# Task directions
Copy out, exactly, the first line of the entries below and every line after it through the one containing "Build a gazetteer".

# Data for review
########################################

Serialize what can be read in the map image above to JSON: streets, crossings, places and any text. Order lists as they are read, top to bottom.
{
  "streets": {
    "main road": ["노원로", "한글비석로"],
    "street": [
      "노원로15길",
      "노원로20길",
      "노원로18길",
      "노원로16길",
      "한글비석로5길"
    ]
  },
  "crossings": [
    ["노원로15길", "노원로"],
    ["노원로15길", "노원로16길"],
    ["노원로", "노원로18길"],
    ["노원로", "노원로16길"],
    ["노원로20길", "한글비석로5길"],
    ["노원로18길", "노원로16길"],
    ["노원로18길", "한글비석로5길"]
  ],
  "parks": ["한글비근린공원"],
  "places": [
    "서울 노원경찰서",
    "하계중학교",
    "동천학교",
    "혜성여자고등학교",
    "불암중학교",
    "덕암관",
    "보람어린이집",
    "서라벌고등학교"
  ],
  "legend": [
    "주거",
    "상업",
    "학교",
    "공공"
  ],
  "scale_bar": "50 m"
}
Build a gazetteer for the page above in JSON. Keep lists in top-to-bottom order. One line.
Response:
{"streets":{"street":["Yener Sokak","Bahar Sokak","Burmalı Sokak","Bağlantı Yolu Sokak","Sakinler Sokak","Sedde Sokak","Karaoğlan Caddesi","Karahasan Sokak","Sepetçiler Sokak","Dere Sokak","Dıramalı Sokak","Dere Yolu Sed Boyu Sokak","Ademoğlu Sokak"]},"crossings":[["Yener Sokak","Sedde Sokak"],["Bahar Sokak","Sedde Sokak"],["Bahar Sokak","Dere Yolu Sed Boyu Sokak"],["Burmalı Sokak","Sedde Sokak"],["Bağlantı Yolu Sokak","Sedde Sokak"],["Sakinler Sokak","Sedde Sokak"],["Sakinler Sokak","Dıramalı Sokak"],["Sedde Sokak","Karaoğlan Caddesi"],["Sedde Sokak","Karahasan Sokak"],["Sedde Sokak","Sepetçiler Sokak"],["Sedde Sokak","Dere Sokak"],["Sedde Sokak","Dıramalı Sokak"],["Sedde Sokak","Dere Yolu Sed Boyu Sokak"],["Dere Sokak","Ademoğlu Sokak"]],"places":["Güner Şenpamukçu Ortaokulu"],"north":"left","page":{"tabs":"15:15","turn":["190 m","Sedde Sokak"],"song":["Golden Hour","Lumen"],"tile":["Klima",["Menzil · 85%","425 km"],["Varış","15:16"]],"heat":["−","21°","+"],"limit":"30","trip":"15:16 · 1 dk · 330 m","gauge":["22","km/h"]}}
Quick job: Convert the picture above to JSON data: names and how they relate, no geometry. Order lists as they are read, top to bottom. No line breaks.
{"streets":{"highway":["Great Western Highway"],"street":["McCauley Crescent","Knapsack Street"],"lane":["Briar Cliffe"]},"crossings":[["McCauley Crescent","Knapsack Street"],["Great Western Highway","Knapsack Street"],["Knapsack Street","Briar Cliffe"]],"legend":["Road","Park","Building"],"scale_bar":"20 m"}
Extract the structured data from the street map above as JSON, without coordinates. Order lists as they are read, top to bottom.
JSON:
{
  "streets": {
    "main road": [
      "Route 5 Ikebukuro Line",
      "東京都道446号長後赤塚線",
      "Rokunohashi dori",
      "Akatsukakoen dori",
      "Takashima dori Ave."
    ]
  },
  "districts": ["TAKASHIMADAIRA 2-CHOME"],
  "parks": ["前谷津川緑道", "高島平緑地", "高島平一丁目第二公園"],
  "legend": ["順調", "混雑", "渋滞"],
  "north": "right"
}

########################################

# Response box
Serialize what can be read in the map image above to JSON: streets, crossings, places and any text. Order lists as they are read, top to bottom.
{
  "streets": {
    "main road": ["노원로", "한글비석로"],
    "street": [
      "노원로15길",
      "노원로20길",
      "노원로18길",
      "노원로16길",
      "한글비석로5길"
    ]
  },
  "crossings": [
    ["노원로15길", "노원로"],
    ["노원로15길", "노원로16길"],
    ["노원로", "노원로18길"],
    ["노원로", "노원로16길"],
    ["노원로20길", "한글비석로5길"],
    ["노원로18길", "노원로16길"],
    ["노원로18길", "한글비석로5길"]
  ],
  "parks": ["한글비근린공원"],
  "places": [
    "서울 노원경찰서",
    "하계중학교",
    "동천학교",
    "혜성여자고등학교",
    "불암중학교",
    "덕암관",
    "보람어린이집",
    "서라벌고등학교"
  ],
  "legend": [
    "주거",
    "상업",
    "학교",
    "공공"
  ],
  "scale_bar": "50 m"
}
Build a gazetteer for the page above in JSON. Keep lists in top-to-bottom order. One line.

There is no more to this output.